→ THE PROBLEM: Gather, from the listing beneath this task, every line holding the string "span".

DATA FOR THIS TASK START

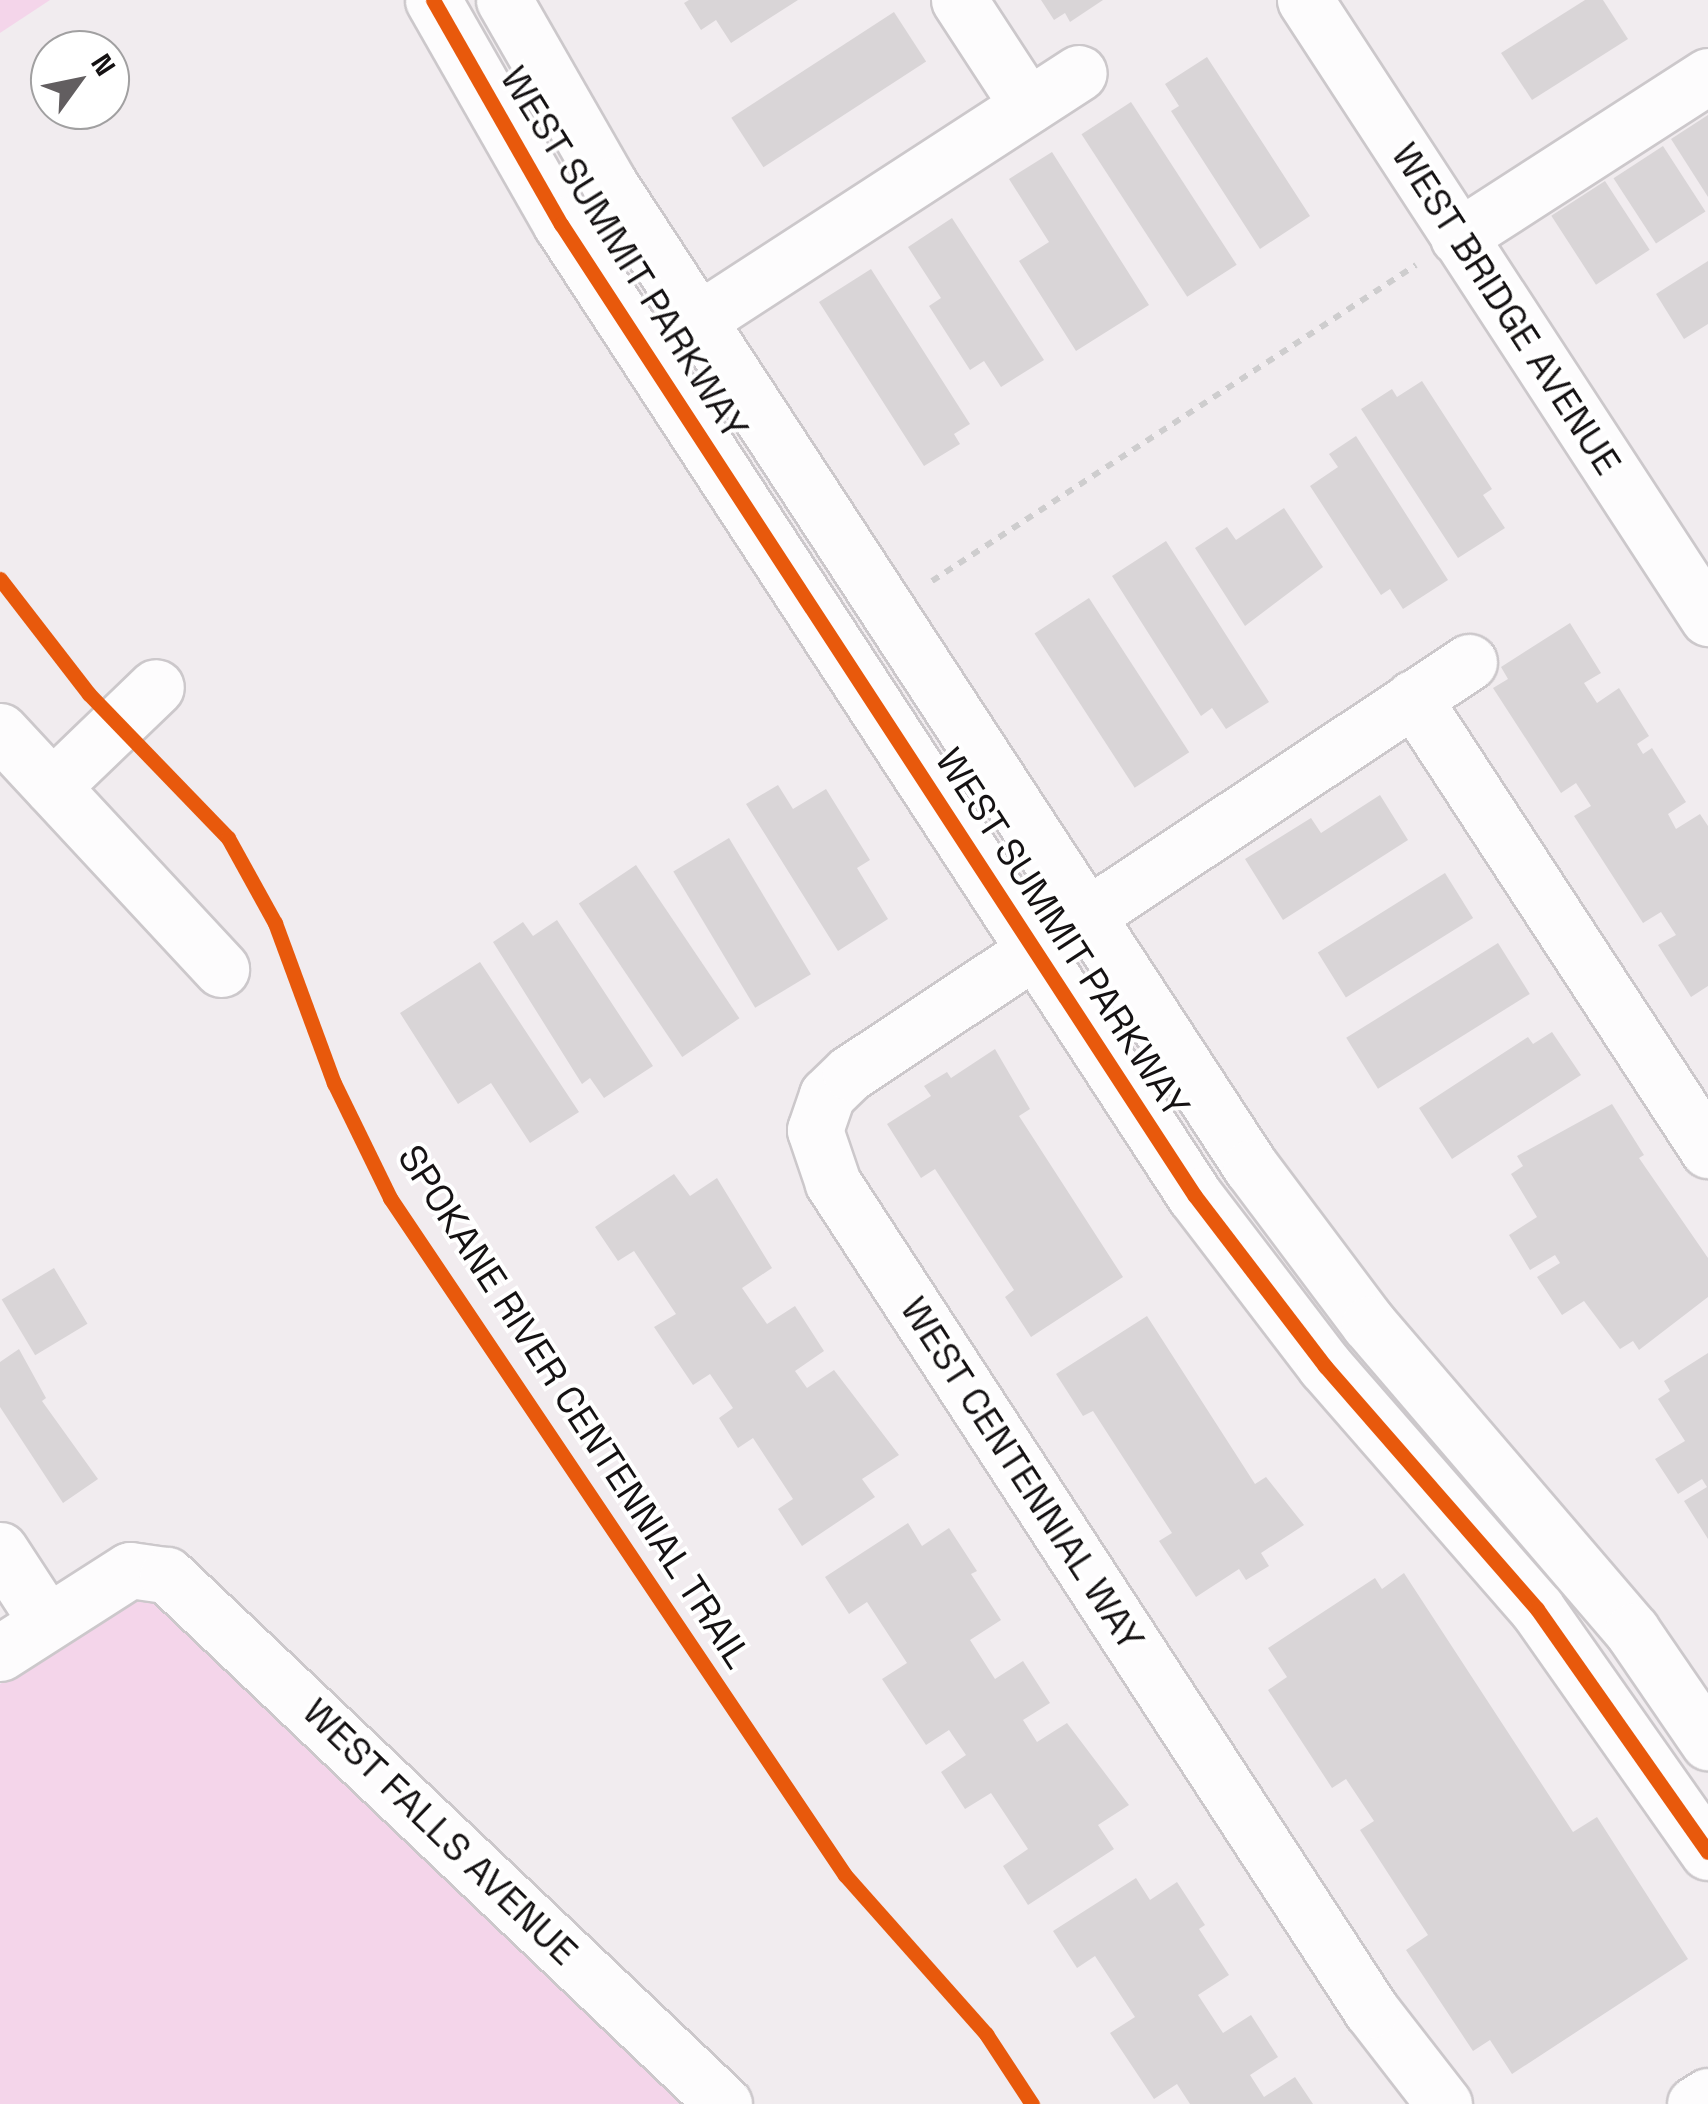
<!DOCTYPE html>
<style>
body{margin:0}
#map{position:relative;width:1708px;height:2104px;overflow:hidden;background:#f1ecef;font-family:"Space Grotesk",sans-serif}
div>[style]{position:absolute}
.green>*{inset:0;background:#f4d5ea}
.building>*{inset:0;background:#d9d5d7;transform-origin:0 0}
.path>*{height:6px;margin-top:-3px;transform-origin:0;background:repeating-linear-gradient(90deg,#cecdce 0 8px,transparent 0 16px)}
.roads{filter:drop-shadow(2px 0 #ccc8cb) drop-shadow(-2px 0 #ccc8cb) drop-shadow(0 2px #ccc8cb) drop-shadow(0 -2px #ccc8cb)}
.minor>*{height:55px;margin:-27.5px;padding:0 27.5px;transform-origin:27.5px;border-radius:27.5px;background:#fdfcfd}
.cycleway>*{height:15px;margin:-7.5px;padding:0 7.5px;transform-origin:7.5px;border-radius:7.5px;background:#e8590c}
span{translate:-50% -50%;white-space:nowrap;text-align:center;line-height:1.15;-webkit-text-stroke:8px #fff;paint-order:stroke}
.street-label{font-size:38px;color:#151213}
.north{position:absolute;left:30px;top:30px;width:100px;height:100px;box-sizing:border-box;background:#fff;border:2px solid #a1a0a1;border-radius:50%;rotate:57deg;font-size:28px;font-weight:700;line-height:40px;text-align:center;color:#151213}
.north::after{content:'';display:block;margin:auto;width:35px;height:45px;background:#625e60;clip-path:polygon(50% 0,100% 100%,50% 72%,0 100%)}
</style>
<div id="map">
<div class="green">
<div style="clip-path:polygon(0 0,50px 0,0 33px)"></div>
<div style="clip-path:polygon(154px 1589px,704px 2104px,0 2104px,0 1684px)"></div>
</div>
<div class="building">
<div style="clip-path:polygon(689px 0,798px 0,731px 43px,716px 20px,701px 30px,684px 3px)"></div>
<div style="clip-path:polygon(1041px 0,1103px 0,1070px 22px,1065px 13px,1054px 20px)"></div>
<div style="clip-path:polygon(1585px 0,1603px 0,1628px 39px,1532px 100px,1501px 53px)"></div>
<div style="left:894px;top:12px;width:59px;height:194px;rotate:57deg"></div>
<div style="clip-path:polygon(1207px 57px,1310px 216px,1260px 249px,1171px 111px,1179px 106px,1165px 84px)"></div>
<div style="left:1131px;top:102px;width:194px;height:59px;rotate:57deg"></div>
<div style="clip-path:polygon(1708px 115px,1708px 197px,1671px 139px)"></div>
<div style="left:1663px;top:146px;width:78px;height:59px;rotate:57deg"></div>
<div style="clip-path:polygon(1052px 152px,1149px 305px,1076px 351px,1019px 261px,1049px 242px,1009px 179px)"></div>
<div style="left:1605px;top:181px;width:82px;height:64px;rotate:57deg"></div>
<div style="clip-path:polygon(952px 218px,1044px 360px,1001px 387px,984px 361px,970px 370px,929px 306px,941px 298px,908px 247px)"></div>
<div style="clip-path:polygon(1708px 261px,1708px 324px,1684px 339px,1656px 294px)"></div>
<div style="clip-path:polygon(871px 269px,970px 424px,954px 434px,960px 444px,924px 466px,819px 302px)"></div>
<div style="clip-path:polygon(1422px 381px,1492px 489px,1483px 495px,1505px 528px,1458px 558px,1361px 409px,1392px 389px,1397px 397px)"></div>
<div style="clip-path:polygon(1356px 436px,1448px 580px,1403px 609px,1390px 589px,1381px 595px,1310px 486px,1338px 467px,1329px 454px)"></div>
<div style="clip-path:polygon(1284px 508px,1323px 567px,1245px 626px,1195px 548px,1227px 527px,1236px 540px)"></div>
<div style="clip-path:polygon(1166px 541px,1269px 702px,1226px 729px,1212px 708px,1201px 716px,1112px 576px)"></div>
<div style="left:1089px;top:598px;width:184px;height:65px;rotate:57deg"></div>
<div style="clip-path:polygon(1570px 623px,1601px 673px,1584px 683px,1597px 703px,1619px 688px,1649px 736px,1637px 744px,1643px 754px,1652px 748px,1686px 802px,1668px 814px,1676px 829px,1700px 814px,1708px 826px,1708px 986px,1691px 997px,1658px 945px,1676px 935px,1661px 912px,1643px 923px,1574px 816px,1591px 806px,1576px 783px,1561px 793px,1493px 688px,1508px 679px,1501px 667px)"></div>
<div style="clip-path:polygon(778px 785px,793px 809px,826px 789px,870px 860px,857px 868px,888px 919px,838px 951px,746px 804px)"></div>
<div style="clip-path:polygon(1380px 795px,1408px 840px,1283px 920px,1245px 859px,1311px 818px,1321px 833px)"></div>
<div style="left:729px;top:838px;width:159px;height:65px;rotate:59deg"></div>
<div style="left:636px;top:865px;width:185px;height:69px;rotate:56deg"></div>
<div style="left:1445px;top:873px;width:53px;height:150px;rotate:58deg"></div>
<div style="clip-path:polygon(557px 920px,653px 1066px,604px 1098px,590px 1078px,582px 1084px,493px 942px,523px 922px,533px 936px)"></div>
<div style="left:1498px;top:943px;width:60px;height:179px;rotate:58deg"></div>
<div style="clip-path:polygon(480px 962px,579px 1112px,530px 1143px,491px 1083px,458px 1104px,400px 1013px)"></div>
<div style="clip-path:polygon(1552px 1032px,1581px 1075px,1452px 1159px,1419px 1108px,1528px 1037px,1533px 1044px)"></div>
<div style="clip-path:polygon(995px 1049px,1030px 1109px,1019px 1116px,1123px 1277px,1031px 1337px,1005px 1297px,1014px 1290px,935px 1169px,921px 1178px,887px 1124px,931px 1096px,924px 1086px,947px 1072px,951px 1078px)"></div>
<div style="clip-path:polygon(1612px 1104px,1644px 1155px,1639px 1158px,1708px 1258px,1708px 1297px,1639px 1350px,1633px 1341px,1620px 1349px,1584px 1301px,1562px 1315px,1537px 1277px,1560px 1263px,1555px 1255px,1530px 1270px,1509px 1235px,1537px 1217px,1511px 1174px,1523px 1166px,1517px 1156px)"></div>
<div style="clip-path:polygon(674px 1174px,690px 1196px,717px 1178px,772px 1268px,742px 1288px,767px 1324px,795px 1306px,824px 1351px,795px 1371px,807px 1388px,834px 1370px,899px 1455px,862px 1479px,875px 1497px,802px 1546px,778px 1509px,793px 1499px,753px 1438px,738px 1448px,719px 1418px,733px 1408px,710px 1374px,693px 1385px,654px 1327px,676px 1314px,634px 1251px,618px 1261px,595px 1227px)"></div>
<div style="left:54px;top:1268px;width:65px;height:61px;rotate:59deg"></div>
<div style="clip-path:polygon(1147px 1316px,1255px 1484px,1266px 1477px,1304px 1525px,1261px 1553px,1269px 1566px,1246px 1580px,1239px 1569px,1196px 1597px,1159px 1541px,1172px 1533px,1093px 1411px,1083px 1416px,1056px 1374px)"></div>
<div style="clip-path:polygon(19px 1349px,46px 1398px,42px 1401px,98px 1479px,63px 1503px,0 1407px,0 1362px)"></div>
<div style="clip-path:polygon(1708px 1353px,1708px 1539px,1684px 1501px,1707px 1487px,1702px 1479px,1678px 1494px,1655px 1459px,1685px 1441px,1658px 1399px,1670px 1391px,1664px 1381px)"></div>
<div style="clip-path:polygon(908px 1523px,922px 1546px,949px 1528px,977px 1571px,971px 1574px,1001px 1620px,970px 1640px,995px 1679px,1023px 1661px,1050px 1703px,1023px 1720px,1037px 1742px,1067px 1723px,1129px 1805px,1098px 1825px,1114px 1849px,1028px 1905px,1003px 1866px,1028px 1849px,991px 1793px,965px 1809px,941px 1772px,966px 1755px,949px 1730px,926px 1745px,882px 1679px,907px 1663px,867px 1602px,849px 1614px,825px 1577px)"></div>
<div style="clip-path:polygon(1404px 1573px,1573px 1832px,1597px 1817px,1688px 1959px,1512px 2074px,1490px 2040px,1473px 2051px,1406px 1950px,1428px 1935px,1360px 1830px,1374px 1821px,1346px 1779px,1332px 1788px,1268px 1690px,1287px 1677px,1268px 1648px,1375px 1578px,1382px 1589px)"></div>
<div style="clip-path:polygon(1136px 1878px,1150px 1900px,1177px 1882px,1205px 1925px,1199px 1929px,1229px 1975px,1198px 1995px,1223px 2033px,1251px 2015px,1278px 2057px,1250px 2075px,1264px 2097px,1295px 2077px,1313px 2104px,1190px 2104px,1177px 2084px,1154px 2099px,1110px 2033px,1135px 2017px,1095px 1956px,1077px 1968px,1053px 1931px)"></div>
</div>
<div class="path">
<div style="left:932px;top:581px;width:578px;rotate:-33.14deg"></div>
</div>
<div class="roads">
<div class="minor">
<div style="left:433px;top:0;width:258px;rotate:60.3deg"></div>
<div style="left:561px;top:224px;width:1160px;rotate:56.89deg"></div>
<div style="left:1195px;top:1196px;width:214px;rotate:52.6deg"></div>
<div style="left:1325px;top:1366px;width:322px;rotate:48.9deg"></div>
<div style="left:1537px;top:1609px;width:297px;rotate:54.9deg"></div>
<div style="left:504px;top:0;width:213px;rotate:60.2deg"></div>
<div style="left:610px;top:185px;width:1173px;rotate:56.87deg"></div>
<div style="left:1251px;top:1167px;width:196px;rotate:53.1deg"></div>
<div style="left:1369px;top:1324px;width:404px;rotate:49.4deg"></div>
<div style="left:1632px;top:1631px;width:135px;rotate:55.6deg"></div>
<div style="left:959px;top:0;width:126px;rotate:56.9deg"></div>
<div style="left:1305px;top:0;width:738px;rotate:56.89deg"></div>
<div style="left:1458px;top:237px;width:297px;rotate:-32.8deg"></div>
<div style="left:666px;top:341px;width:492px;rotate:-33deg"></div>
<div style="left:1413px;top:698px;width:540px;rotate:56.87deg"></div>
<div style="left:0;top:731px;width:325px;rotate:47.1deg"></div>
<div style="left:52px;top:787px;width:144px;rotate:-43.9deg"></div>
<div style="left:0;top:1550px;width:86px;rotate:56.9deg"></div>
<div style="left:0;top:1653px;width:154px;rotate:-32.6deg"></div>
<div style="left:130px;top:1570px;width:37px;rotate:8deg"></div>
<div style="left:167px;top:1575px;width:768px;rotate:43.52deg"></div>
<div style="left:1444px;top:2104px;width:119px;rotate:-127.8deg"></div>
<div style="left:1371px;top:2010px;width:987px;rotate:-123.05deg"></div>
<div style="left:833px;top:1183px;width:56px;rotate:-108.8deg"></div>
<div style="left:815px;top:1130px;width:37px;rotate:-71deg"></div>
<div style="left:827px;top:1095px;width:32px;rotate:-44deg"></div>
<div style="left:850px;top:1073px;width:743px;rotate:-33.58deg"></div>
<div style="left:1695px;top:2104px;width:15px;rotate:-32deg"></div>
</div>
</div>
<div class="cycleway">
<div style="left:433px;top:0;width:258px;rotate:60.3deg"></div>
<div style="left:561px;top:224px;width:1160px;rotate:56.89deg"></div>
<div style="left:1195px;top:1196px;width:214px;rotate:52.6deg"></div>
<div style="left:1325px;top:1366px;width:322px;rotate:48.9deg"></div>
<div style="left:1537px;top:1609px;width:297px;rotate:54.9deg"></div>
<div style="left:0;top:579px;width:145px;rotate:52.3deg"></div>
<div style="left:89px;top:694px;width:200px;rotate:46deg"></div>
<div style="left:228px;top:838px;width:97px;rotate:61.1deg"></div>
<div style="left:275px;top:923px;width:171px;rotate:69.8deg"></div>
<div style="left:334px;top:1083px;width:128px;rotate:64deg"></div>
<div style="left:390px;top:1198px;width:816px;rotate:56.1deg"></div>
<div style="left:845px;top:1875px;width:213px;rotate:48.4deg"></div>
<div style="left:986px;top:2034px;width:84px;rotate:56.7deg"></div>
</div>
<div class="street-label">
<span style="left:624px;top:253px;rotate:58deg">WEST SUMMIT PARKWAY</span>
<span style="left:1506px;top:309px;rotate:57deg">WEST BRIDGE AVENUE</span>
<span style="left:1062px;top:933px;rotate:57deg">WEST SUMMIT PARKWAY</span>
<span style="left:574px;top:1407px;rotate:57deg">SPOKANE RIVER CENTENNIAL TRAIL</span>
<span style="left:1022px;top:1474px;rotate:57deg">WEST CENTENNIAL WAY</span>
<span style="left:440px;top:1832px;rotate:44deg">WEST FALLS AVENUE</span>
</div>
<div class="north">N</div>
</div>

DATA FOR THIS TASK END

→ EXERCISE RESULT:
span{translate:-50% -50%;white-space:nowrap;text-align:center;line-height:1.15;-webkit-text-stroke:8px #fff;paint-order:stroke}
<span style="left:624px;top:253px;rotate:58deg">WEST SUMMIT PARKWAY</span>
<span style="left:1506px;top:309px;rotate:57deg">WEST BRIDGE AVENUE</span>
<span style="left:1062px;top:933px;rotate:57deg">WEST SUMMIT PARKWAY</span>
<span style="left:574px;top:1407px;rotate:57deg">SPOKANE RIVER CENTENNIAL TRAIL</span>
<span style="left:1022px;top:1474px;rotate:57deg">WEST CENTENNIAL WAY</span>
<span style="left:440px;top:1832px;rotate:44deg">WEST FALLS AVENUE</span>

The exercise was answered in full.